The Court of Appeal, in reviewing the Human Rights Board of Inquiry’s decision, asserted that the issue in the case was not about whether it is legal to prescribe medical marijuana, or about whether Mr. Skinner needs it. Rather, the Court of Appeal believed that the case was only about whether the Welfare Plan had to reimburse Mr. Skinner for his costs because to refrain from doing so would violate the Human Rights Act.

The Court of Appeal came to the conclusion that there was no connection between Mr. Skinner’s disability and the decision to deny him coverage, and that as a result there was no violation of the Human Rights Act. According to the Court of Appeal, refusing Mr. Skinner a drug not approved by Health Canada did not amount to discrimination because no one in the Plan received medical marijuana, and furthermore no one in the plan received drugs that were not approved by Health Canada. The Plan did not exclude these drugs because of Mr. Skinner’s disability. If it had, then he would have grounds for a complaint. Because the Plan did not exclude marijuana on this basis, Mr. Skinner had no claim.
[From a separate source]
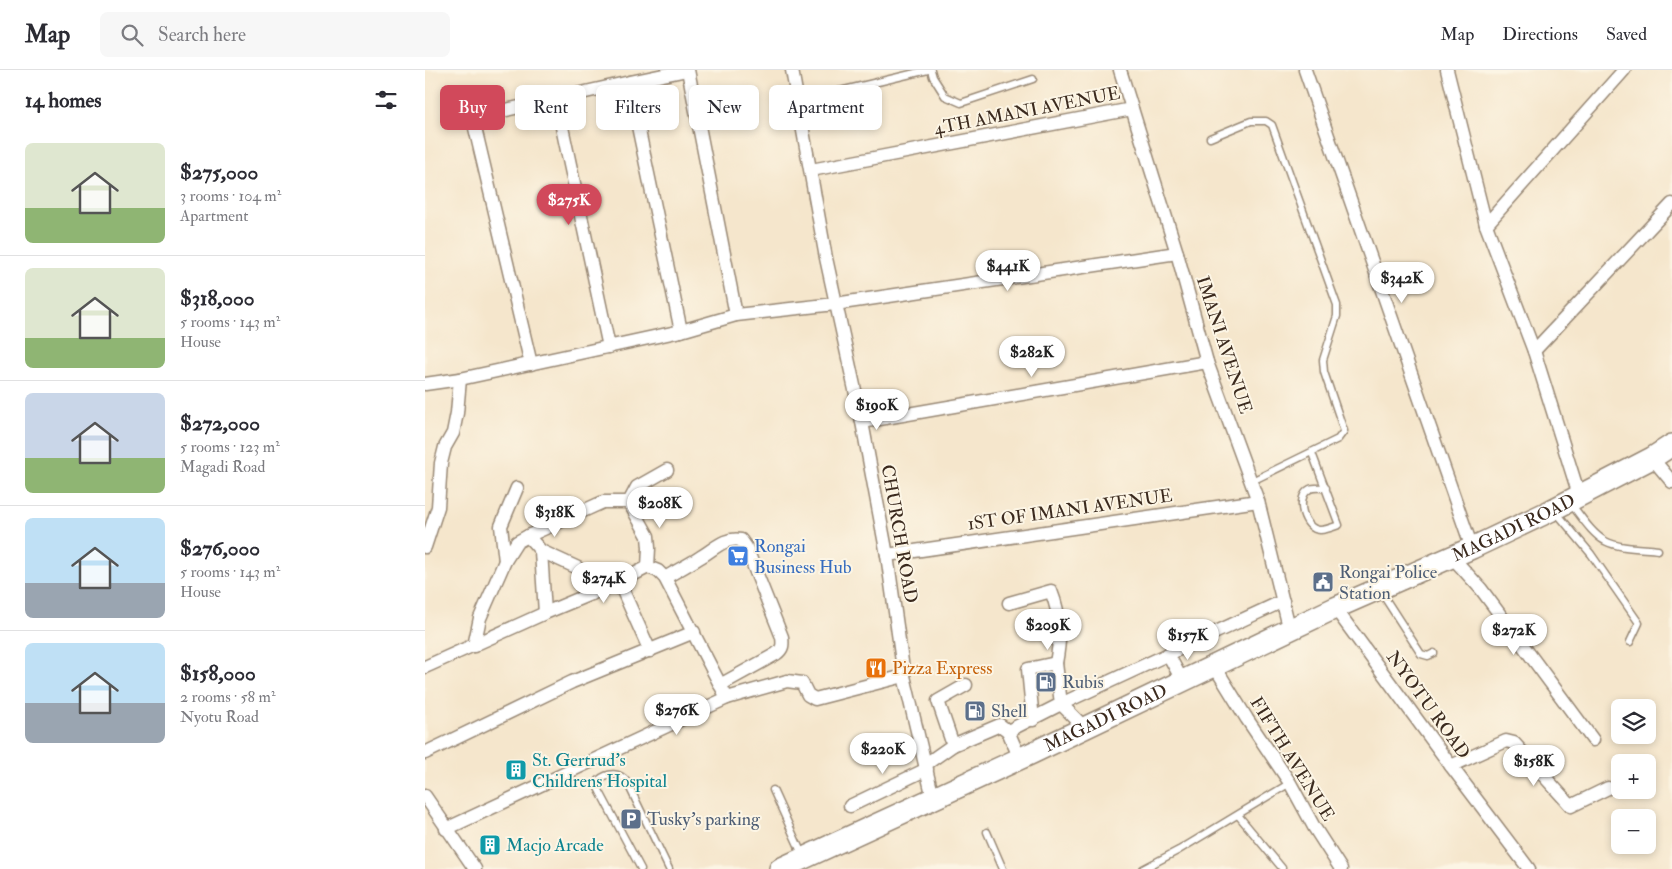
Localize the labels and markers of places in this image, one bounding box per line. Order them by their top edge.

The Court went on to say that, if they had come to the opposite conclusion, this would have meant that human rights tribunals and courts would be policing the choices made by private benefit plans to include or exclude certain kinds of coverage. While the Human Rights Board of Inquiry thought this was acceptable, the Court of Appeal clearly believed it was a bad outcome.

It was held by the Court that Mr. Skinner was not discriminated against by virtue of the fact that the Plan did not cover the use of medical marijuana. Because the Plan did not exclude the drug simply to discriminate against Mr. Skinner, but rather on other bases, he lost on appeal.

Conclusion

The main takeaway from the case is that courts are hesitant to utilize human rights legislation to dictate what benefit plans will cover and what they will not. The conclusion that the Court arrives at is that, were courts and tribunals to adopt this role, private benefit plans would be prevented from excluding any drug from the ambit of their coverage. This decision is welcome news for the many multi-employer health and welfare plans that must deliver benefits within the context of expanding health costs and limited employer contributions.